The objective need for the existence of finance is explained by the need of economic entities (enterprises, organizations, institutions), and to some extent households and the state, for resources to ensure their normal activities. This need for money resources could not be satisfied without finance. Thanks to finance, in the process of economic management, the need for production in working capital and investments for the expansion of fixed capital is provided. Proceeds to business entities cash proceeds from sold products (gross income) are distributed in such a way that the need for various financial resources is satisfied.
State needs occupy a large place in the composition of the needs in money. The state plays an important role in regulating the structure of production, in developing the social and cultural sphere, in protecting the environment, and in ensuring the security of the country and its citizens. Exactly due to functioning of finances the state has an opportunity to have budgetary and non-budgetary monetary funds, at the expense of which national needs are satisfied. But not the functioning of the state is the reason which generates finances. Finances are objectively necessary not because there is a state. They arise because of the need for societal development and the cost of money for this development. Of course, the state actively influences the development of financial relations through its activities. However, it does not create and does not cancel these relations, arising and dying out when there are objective prerequisites for this. Thus, social conditions, objective economic processes serve as a basis for the existence of finances, and the state acts as an active participant of financial relations and their regulator.
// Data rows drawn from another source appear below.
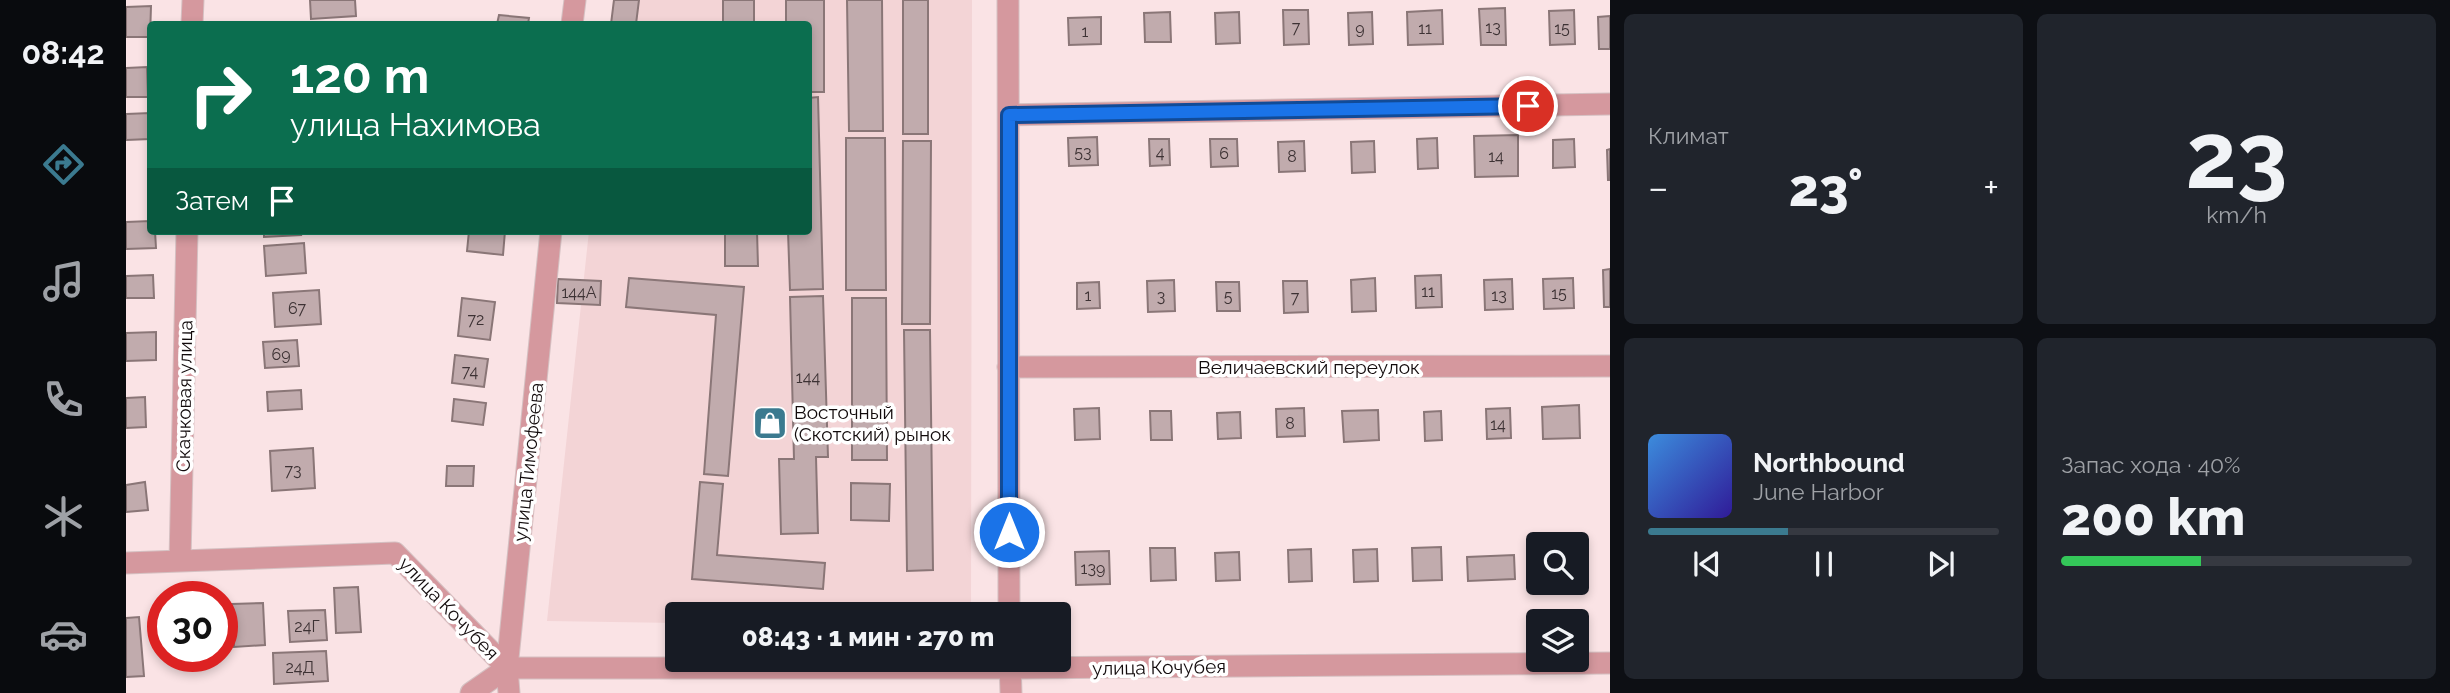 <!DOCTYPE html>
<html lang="ru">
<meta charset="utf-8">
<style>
body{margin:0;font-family:Raleway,sans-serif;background:#20242c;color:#f1f3f6;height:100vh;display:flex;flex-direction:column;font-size:26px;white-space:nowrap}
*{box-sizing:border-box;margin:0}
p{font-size:23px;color:#9ea1a6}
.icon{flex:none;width:38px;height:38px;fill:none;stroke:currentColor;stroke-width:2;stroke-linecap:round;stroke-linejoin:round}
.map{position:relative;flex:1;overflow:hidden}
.side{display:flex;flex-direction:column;gap:14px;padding:14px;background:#0d0f14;width:840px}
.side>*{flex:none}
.hud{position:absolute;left:21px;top:21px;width:665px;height:214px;border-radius:7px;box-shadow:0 4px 10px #0003;background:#0b6e4f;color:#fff;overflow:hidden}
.tools{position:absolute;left:1400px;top:532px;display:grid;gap:14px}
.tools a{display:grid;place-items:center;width:63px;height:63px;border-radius:7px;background:#171b24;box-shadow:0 4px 10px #0003;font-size:35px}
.speed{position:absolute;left:21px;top:581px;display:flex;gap:14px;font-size:35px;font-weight:700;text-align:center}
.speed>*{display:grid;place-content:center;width:91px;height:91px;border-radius:50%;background:#171b24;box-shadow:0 4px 10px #0003;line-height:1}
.speed .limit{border:10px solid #d22;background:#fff;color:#111}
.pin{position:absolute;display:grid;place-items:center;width:60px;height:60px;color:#fff;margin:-30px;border:4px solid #fff;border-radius:50%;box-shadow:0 2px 7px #0007}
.me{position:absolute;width:77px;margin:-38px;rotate:0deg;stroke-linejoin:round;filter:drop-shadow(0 0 5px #0008)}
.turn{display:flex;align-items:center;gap:24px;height:147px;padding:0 28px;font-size:32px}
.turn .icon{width:91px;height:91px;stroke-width:2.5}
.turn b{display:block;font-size:49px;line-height:60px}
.then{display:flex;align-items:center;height:66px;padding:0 28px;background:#0003;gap:14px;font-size:26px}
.big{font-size:52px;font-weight:800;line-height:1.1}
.side .widget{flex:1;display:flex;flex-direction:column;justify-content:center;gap:10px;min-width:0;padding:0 24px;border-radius:10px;background:#20242c}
.side .dial{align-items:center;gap:0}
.dial b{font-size:91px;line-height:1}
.song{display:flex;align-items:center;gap:21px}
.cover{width:84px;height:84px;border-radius:10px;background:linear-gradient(135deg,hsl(210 70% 55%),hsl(250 70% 35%))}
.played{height:7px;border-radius:4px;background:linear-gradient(90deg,#3b7a8f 40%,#363941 40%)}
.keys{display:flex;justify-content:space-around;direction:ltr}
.heat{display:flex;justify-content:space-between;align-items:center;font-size:38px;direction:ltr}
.charge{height:10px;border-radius:5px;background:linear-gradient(90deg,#34c759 40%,#363941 0)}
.side .tiles{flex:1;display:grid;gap:14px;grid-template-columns:repeat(2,1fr)}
.trip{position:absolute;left:539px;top:602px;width:406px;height:70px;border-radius:7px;background:#171b24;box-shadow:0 4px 10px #0003;font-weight:800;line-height:70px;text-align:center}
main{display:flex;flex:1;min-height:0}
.tab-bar{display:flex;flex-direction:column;width:126px;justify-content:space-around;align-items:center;background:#090b0e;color:#9ea1a6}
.tab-bar .icon{width:49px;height:49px}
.tab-bar .active{color:#3b7a8f}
.tab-bar b{font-size:32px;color:#f1f3f6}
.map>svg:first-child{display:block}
.built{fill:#f3d4d6}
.building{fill:#c1abad;stroke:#8a7677;stroke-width:2}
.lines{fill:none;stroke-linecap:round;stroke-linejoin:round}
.minor-casing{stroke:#d5c0c2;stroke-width:23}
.minor{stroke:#d5989e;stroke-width:21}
.route-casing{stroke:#114b97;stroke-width:18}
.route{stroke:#1a73e8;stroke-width:12}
.labels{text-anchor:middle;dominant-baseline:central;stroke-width:7;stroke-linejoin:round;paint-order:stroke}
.number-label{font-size:16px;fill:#3d3234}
.street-label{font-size:19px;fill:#110a0b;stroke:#fff}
.poi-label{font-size:19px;fill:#110a0b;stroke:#fff;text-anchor:start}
</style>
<main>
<nav class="tab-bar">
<b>08:42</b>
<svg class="icon active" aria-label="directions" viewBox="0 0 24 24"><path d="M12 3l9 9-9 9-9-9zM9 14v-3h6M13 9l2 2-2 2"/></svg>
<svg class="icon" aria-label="music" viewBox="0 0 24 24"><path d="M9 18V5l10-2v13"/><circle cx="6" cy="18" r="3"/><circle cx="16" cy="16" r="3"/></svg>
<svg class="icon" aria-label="phone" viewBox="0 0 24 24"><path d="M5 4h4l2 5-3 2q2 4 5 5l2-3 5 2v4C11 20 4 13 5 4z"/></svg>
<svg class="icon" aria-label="climate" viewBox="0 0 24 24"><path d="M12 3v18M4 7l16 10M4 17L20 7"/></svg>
<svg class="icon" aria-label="car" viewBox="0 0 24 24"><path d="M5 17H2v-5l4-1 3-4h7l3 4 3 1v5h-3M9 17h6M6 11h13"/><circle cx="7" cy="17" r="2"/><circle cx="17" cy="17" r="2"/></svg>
</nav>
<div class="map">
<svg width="1484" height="693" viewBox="0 0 1484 693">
<rect width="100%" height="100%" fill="#fae3e5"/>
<path class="built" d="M487,0H846L845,614H551V623L421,621L463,231H682V24H485Z"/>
<path class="building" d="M184,0H229L230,16L185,19Z
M488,0H513L510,24H485Z
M597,0H628V24H597Z
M660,0H698V92H682V24H660Z
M721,0H756L757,131H723Z
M777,0H802V134H777Z
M25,6L24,37H0V7Z
M1379,8L1380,45H1355L1353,9Z
M1157,10H1182L1183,44L1158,45Z
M1316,10L1317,44L1282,45L1281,12Z
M1448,10L1449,44L1424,45L1423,11Z
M1044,12L1045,42H1019L1018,13Z
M1113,12L1114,43L1090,44L1089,13Z
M1246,12L1247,44L1223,45L1222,13Z
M373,15L403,18L402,24H371Z
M1484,16V49H1473L1472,17Z
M975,17V44L943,45L942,18Z
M21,67L22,97H0V68Z
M692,97L697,289L664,290L662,231H682V98Z
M24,113V139L0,140V114Z
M1392,135V176L1349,177L1348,136Z
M971,137L972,165L943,166L942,138Z
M720,138H759L760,290H720Z
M1311,138L1312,168L1292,169L1291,139Z
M1023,139H1043L1044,165L1024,166Z
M1084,139H1111L1112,166L1085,167Z
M1448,139L1449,167L1427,168V140Z
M777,141H805L804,324H776Z
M1178,141L1179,171L1153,172L1152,142Z
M1248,141L1249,172L1226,173L1225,142Z
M1484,149V180H1482L1481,150Z
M24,221V231H29L30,248L0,249V222Z
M138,231H174L175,235L138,237Z
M343,231H379L377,255L341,251Z
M599,231H631L632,266H599Z
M178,243L180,273L140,276L138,246Z
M1484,269V307H1478L1477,270Z
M27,275L28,298H0V276Z
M1315,275L1316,307L1290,308L1289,276Z
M503,278L618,287L602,476L578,474L590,315L500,307Z
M1249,278L1250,311L1226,312L1225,280Z
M1447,278L1448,308L1418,309L1417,279Z
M432,279L475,281L474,305L431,303Z
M1386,279L1387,309L1359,310L1358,280Z
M1048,280L1049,311L1022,312L1021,281Z
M1157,281H1181L1182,312L1158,313Z
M973,282L974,308L951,309V283Z
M1090,282H1113L1114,311H1091Z
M193,290L195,324L149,327L147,293Z
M697,296L702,457H690L692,533L655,534L653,459H668L664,297Z
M336,298L369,302L364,340L332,336Z
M726,298H760L761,460H726Z
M778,330H804L807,570L781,571Z
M30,332V360L0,361V333Z
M171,340L173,366L139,368L137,342Z
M329,355L362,359L358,387L326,383Z
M175,390L176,409L142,411L141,392Z
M19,397L20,427L0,428V398Z
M328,399L360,403L357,425L326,421Z
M1453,405L1454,438L1417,439L1416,407Z
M973,408L974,439L949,440L948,409Z
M1178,408L1179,436L1151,437L1150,409Z
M1384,408L1385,438L1361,439L1360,409Z
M1252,410L1253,440L1218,442L1216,411Z
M1024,411H1045L1046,440H1025Z
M1315,411L1316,440L1299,441L1298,412Z
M1114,412L1115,438L1092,439L1091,413Z
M187,448L189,488L146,491L144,451Z
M321,466H348L347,486H320Z
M19,482L22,510L0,512V485Z
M574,482L597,484L591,555L699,563L697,589L566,579Z
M725,483L764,484L763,521L725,520Z
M1315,547L1316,580L1287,581L1286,548Z
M1024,548H1049L1050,580L1025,581Z
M1451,548H1457L1458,580H1451Z
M1185,549L1186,581L1163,582L1162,550Z
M1251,549L1252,581L1228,582L1227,550Z
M983,551L984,584L950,585L949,552Z
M1113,552L1114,580L1090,581L1089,553Z
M1388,555L1389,579L1342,581L1341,557Z
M232,587L235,632L210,633L208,588Z
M137,603L139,645L108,647L106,604Z
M199,610L201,640L164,642L162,611Z
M13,617L18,676L0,677V618Z
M200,651L202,681L148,684L147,653Z"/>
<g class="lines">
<g class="minor-casing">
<path id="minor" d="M882,0L883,614
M66,24L67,0
M446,24L449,0
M883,115L1484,104
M882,367L1484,366
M54,561L61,231
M0,563L269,553L381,668H884L1484,663
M884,660L885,693
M345,693L381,668
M383,693L381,668L425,231"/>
</g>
<use href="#minor" class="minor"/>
</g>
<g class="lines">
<g class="route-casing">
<path id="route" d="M883,532V115L1402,106"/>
</g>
<use href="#route" class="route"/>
</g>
<defs>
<g id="shop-square" transform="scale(1.75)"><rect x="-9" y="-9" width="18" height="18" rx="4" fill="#3b7a8f" stroke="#fff"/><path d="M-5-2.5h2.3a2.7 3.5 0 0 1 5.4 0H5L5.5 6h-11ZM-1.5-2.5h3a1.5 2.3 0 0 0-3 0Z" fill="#fff"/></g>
</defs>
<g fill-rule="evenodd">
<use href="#shop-square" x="644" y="423"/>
</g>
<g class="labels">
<g class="number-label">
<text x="1170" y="27">7</text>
<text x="1367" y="27">13</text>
<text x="1234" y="28">9</text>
<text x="1299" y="28">11</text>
<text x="1436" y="28">15</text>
<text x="959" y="31">1</text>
<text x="957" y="152">53</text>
<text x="1034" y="152">4</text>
<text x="1098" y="153">6</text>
<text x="1166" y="156">8</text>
<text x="1370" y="156">14</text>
<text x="1302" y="291">11</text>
<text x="453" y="292">144А</text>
<text x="1433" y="293">15</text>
<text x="962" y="295">1</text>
<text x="1373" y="295">13</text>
<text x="1035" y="296">3</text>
<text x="1102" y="296">5</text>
<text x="1169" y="297">7</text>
<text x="171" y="308">67</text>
<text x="350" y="319">72</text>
<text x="155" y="354">69</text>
<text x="344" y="371">74</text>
<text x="682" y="377">144</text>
<text x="1164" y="423">8</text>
<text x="1372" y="424">14</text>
<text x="167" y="470">73</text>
<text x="967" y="568">139</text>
<text x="181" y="626">24Г</text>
<text x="174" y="667">24Д</text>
</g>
<g class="street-label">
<text x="1183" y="367">Величаевский переулок</text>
<text transform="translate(58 396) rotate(-89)">Скачковая улица</text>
<text transform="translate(402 462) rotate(-84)">улица Тимофеева</text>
<text transform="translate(323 608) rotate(46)">улица Кочубея</text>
<text transform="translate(1033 667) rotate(-1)">улица Кочубея</text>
</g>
<g class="poi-label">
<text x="668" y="412">Восточный<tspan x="668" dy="22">(Скотский) рынок</tspan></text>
</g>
</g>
</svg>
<div class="tools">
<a><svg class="icon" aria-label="search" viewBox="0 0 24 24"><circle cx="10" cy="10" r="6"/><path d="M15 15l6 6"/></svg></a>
<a><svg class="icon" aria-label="layers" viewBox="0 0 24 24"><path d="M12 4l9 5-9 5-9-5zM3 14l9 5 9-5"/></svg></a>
</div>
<div class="speed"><div class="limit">30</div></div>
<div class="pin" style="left:1402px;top:106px;background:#d93025"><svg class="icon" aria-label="arrive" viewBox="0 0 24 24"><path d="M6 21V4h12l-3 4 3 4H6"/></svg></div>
<svg class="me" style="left:883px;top:532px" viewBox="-20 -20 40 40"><circle r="17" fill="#1a73e8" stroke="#fff" stroke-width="3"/><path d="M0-11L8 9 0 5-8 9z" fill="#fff"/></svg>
<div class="trip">08:43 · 1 мин · 270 m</div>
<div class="hud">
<div class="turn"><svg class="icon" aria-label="right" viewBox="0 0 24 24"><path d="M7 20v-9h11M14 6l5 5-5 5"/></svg><div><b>120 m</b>улица Нахимова</div></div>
<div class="then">Затем<svg class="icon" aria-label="arrive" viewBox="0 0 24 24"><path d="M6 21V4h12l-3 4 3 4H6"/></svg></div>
</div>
</div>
<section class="side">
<div class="tiles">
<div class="widget"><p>Климат</p>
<div class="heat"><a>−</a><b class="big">23°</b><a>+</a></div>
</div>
<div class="widget dial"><b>23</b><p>km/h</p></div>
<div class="widget">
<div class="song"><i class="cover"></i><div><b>Northbound</b><p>June Harbor</p></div></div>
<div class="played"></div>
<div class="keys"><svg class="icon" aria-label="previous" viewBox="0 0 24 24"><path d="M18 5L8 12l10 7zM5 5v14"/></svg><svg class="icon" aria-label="pause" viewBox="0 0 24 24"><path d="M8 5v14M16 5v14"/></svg><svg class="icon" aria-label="next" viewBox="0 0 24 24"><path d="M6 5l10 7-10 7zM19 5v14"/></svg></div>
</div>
<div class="widget"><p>Запас хода · 40%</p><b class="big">200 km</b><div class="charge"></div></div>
</div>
</section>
</main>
A number of economists exaggerate the role of the state in the emergence and maintenance of financial relations.
The financial system in the broad sense is a set of financial relations existing within a given economic formation, in the narrow sense is a system of financial institutions, the socio-economic content, functions and structure of which are determined by state policy, including financial organizations and all structural units of the State Tax Service.
As finances are the bearer of distributive relations, this distribution occurs primarily between different subjects. Therefore, in the general totality of finances, which form the financial system, three large spheres (not including households) are distinguished:
- The finances of enterprises, institutions, organizations, as they serve the main link of social reproduction. On the one hand, they have features that characterize the economic nature of finance as a whole, and on the other hand – the features caused by the functioning of finance in different spheres of social production. Enterprise finance is a monetary relationship associated with the formation and distribution of monetary income and savings of economic entities and their use to fulfill obligations to the financial and banking system and financing costs of expanded reproduction, social services and material incentives for workers;
- Insurance, a significant part of the financial system associated with the redistribution of funds coming from legal entities and individuals. Such activity is associated with the probability of occurrence of sudden, unforeseen and insurmountable events, entailing damage, which is subsequently “spread out” among the participants of insurance;
- public finance, which are monetary relations concerning the distribution and redistribution of the value of social product and part of national wealth associated with the formation of financial resources of the state and its enterprises and the use of public funds for the costs of expanding production, satisfying the growing socio-cultural needs of members of society, the needs of national defense and governance.
Each of these spheres consists of smaller units. For example, in the first sphere there are finances of enterprises functioning on a commercial basis.